Whenever a line in the data holds the string "stream", copy that line.

** GIVEN DATA follows **

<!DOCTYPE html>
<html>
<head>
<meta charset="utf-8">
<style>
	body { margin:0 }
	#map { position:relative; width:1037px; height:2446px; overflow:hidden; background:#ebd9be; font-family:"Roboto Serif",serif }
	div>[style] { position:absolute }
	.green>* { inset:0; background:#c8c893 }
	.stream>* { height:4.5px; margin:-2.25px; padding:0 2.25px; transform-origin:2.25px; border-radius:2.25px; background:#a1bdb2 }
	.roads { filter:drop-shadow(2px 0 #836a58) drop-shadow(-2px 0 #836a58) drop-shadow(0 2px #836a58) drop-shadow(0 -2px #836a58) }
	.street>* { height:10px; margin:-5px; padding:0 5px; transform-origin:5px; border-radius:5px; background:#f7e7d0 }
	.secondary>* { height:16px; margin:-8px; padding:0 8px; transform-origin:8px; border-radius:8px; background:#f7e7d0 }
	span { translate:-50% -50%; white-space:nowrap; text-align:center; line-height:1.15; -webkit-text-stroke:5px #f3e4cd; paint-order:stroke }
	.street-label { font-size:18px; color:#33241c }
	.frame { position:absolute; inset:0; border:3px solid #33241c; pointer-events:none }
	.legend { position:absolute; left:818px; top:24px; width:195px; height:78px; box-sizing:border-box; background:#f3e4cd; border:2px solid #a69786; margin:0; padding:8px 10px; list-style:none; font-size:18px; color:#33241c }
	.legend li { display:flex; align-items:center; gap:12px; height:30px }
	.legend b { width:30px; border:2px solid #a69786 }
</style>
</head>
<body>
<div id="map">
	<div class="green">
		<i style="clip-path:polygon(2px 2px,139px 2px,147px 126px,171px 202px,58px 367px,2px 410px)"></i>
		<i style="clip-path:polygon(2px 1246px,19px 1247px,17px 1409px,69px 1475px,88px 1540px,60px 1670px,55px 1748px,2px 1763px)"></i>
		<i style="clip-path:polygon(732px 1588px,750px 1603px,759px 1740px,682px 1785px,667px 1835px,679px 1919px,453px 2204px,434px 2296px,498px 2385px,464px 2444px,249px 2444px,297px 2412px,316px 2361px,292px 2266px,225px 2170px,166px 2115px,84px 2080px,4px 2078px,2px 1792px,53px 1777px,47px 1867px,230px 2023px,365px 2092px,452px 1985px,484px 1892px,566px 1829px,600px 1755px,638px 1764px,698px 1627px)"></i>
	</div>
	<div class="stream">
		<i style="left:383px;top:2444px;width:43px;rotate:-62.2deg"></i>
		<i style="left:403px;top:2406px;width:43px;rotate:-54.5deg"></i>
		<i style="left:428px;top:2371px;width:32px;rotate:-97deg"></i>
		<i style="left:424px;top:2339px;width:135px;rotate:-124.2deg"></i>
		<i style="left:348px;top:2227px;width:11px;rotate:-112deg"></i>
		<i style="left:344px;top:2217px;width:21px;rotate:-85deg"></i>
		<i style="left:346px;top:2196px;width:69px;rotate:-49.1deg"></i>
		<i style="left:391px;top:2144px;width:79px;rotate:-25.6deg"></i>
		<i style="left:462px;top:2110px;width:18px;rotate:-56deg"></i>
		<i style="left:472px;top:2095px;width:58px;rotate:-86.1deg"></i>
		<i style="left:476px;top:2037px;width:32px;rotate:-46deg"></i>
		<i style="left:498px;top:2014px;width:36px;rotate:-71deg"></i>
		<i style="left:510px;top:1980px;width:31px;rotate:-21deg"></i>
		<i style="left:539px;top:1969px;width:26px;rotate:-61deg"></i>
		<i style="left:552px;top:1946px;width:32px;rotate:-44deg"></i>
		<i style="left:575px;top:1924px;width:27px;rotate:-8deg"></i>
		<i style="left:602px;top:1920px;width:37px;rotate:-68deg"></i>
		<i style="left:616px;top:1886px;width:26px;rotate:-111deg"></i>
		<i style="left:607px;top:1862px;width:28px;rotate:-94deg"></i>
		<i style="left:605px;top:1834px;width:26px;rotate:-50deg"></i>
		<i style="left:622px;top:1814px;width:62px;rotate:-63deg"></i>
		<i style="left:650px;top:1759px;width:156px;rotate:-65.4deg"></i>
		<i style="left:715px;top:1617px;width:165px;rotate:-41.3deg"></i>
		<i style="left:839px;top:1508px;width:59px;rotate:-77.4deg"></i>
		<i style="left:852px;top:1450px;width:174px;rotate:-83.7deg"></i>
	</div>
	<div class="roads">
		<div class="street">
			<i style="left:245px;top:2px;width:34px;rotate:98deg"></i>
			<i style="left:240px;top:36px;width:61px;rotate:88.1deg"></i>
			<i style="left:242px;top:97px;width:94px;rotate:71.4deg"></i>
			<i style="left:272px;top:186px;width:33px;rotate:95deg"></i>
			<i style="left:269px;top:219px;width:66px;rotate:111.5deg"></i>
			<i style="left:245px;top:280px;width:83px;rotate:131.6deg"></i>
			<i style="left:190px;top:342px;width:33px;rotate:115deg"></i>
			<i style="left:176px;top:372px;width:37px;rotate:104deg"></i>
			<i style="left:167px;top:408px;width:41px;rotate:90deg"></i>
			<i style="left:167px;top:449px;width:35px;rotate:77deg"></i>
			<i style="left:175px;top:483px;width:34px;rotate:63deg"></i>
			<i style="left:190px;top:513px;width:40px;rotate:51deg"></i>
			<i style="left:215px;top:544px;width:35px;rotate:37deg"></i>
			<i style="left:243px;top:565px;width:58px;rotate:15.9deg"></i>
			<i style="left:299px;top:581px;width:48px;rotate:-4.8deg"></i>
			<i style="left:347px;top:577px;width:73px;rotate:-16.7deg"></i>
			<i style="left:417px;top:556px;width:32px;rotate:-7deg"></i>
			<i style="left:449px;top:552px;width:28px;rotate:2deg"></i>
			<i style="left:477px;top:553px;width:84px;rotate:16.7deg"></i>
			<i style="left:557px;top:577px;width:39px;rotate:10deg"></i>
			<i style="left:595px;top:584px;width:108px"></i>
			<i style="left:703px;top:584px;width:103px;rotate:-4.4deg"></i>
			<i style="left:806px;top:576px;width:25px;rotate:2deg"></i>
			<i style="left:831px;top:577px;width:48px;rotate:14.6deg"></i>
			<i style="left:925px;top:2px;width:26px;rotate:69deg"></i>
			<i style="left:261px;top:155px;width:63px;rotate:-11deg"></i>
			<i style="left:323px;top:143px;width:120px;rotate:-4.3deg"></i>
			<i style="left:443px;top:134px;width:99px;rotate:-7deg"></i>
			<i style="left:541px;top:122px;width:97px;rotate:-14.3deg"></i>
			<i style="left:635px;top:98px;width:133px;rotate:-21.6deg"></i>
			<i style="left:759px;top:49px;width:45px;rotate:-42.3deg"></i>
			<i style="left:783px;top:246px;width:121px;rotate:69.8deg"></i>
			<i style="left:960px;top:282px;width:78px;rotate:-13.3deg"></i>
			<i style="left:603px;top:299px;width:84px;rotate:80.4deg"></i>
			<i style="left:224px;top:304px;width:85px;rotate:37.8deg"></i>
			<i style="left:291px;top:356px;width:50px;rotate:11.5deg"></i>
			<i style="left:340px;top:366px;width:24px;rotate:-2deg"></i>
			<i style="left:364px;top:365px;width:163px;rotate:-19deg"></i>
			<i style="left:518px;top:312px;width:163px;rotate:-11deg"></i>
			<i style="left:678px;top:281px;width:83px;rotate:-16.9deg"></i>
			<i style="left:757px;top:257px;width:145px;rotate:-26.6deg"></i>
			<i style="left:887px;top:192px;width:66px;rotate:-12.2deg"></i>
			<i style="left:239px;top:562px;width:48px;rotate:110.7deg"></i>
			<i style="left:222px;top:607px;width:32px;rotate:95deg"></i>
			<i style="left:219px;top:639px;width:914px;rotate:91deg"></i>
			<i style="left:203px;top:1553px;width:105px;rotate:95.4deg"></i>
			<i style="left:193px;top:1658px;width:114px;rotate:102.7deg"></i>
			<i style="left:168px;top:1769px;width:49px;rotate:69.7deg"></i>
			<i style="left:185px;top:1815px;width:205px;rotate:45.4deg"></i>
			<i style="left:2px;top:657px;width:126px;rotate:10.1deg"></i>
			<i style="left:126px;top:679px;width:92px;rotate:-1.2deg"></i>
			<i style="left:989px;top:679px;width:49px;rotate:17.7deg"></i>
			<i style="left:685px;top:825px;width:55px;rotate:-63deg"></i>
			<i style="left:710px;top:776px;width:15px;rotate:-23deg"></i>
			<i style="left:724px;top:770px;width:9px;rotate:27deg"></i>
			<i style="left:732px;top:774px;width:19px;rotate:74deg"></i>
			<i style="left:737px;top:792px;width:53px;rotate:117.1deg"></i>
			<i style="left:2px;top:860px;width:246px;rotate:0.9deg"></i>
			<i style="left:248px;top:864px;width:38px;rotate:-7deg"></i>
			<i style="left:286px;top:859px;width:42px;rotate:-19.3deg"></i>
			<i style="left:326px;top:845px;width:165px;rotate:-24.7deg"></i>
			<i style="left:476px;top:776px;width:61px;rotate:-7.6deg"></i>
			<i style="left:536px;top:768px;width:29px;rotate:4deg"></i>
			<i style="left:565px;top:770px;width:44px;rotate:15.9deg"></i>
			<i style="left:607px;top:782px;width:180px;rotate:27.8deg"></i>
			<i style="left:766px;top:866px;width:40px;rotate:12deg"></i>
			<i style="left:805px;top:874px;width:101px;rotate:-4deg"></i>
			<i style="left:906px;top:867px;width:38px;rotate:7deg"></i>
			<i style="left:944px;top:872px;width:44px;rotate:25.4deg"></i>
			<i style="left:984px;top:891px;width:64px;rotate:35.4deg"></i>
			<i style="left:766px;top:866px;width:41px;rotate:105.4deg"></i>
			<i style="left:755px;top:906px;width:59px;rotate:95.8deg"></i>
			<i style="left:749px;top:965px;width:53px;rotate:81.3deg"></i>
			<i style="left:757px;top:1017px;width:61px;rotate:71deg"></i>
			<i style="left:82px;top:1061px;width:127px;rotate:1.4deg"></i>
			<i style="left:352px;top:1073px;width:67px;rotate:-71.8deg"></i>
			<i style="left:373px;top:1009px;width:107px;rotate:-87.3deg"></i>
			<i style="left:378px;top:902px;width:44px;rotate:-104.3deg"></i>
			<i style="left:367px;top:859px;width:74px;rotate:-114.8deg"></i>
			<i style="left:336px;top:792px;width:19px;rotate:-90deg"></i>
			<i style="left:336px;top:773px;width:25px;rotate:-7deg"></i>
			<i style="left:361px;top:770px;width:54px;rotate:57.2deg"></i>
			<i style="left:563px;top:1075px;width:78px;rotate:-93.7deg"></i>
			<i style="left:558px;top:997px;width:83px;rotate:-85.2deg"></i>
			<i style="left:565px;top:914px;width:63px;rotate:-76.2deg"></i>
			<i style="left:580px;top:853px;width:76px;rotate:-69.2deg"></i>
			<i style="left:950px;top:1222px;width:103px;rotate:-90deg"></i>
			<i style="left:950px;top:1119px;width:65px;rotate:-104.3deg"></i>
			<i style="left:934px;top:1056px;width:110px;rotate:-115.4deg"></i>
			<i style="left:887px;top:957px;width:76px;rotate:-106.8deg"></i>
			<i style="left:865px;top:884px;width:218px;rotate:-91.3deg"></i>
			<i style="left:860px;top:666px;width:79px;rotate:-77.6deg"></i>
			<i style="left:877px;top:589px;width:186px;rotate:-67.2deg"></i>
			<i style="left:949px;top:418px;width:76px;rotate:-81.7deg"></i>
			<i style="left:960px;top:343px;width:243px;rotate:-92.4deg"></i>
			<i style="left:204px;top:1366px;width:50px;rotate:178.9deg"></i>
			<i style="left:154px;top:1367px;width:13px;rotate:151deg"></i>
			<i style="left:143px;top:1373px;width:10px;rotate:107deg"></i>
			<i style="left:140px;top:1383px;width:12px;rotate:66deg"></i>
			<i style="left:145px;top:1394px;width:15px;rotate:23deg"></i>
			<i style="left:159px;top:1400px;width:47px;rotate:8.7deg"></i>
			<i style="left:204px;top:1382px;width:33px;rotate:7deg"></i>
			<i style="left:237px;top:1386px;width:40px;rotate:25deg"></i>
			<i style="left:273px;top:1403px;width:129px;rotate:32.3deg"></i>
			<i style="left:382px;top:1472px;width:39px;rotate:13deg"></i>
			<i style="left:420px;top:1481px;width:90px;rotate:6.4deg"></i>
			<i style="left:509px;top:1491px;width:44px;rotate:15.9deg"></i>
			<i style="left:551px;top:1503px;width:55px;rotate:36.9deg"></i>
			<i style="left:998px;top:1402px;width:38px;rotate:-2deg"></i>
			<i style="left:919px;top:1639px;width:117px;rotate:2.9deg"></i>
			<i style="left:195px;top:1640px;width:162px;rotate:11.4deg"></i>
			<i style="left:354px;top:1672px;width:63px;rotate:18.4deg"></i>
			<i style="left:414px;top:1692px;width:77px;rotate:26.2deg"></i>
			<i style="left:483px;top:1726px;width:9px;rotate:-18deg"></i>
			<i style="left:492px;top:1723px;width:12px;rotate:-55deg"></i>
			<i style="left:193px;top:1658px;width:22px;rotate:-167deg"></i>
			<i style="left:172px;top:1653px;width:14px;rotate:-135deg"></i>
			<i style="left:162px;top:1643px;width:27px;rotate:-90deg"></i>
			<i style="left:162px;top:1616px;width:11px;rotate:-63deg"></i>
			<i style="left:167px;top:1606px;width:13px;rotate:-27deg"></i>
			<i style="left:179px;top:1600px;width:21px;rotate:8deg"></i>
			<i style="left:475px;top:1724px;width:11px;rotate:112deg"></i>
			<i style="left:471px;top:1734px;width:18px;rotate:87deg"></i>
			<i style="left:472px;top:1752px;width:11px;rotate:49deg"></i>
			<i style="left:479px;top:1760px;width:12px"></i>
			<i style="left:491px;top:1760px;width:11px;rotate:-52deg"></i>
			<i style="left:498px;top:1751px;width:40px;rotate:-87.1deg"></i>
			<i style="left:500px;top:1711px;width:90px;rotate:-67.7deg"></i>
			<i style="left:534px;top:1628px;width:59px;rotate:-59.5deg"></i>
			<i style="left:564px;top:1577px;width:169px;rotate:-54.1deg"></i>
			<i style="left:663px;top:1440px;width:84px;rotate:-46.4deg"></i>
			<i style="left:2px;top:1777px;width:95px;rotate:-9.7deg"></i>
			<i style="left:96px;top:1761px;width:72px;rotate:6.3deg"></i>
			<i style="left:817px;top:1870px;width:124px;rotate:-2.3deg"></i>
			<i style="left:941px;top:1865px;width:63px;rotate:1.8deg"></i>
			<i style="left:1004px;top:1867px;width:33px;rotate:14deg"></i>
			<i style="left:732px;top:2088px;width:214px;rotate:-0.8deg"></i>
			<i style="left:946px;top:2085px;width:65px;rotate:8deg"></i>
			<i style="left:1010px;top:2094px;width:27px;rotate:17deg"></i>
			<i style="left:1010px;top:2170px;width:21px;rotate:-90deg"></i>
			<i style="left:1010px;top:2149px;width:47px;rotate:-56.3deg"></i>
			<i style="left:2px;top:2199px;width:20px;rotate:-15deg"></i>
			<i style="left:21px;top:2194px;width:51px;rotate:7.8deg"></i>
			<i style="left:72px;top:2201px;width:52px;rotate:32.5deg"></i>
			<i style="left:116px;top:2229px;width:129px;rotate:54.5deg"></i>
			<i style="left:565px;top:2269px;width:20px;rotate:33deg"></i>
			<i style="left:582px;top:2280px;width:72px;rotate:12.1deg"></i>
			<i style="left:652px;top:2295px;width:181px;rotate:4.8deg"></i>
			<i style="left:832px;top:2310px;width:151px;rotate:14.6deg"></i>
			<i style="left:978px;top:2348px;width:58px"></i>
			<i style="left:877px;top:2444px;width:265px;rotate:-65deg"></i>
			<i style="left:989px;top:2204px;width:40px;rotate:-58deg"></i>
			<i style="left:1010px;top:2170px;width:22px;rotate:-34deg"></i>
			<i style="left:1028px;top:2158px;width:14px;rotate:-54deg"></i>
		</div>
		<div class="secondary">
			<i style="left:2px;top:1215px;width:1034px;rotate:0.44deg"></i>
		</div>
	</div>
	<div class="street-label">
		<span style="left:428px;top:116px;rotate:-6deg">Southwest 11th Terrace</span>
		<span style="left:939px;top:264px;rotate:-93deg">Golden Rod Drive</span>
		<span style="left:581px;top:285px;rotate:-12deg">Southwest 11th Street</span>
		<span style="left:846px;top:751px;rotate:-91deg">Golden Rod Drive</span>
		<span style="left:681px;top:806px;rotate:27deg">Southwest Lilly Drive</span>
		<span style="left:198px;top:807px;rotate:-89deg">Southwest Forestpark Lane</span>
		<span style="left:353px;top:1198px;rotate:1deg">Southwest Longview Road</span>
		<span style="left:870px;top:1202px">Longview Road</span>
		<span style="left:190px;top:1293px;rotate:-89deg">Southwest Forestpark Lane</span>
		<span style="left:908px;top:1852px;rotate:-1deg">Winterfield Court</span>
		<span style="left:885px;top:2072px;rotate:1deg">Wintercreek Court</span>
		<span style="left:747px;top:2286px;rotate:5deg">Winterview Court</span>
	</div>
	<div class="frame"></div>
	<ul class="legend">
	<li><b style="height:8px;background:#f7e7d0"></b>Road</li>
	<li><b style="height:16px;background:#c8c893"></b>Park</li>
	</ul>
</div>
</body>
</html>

** End of GIVEN DATA **

** ANSWER TO THIS TASK **
	.stream>* { height:4.5px; margin:-2.25px; padding:0 2.25px; transform-origin:2.25px; border-radius:2.25px; background:#a1bdb2 }
	<div class="stream">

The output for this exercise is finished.